🤖 AI Summary
In infectious disease cluster-randomized trials, noncompliance induces heterogeneity in actual treatment receipt, confounding the complier-average causal effect (CACE) with network assignment effects—i.e., the pure impact of intervention assignment and spillovers within clusters. To address this, we propose the first structural assumption enabling nonparametric point identification of both effects. We develop a semiparametrically efficient estimation framework grounded in the efficient influence function and adaptive machine learning (e.g., TMLE, SuperLearner), jointly modeling principal strata and network spillovers. We further introduce sensitivity analysis to assess robustness under violation of key assumptions. Applied to a large-scale school-based deworming trial in Kenya, our approach substantially improves precision in causal effect decomposition and strengthens inferential robustness. This advances rigorous causal inference for public health policy evaluation by delivering more reliable, interpretable, and policy-relevant evidence.
📝 Abstract
Treatment noncompliance is pervasive in infectious disease cluster-randomized trials. Although all individuals within a cluster are assigned the same treatment condition, the treatment uptake status may vary across individuals due to noncompliance. We propose a semiparametric framework to evaluate the individual compliance effect and network assignment effect within principal stratum exhibiting different patterns of noncompliance.
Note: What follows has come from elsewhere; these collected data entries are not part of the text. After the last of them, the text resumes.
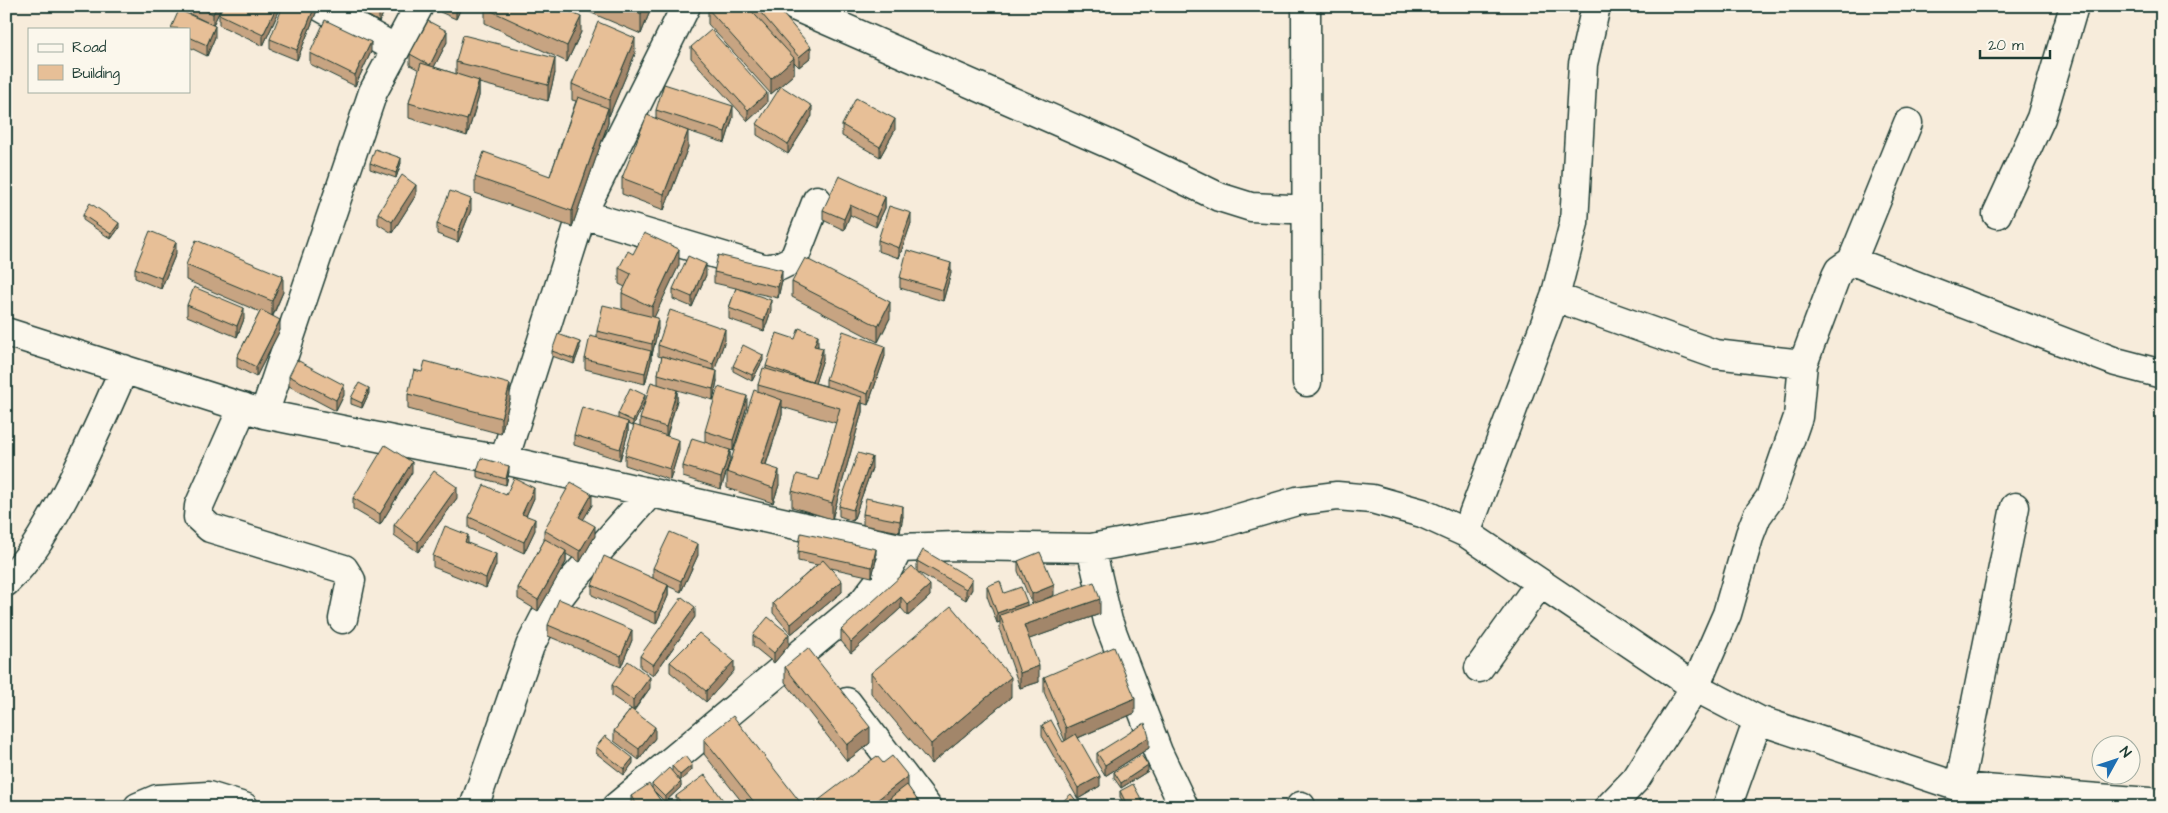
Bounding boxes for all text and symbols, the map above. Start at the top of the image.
legend [28,28,190,92]
scale bar [1980,28,2050,60]
text: 20 m [1988,35,2024,56]
text: Road [72,37,107,58]
text: Building [72,63,120,85]
north arrow [2090,736,2140,786]
text: N [2115,742,2136,762]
The individual compliance effect captures the portion of the treatment effect attributable to changes in treatment receipt, while the network assignment effect reflects the pure impact of treatment assignment and spillover among individuals within the same cluster. Unlike prior efforts which either empirically identify or interval identify these estimands, we characterize new structural assumptions for nonparametric point identification. We then develop semiparametrically efficient estimators that combine data-adaptive machine learning methods with efficient influence functions to enable more robust inference. Additionally, we introduce sensitivity analysis methods to study the impact under assumption violations, and apply the proposed methods to reanalyze a cluster-randomized trial in Kenya that evaluated the impact of school-based mass deworming on disease transmission.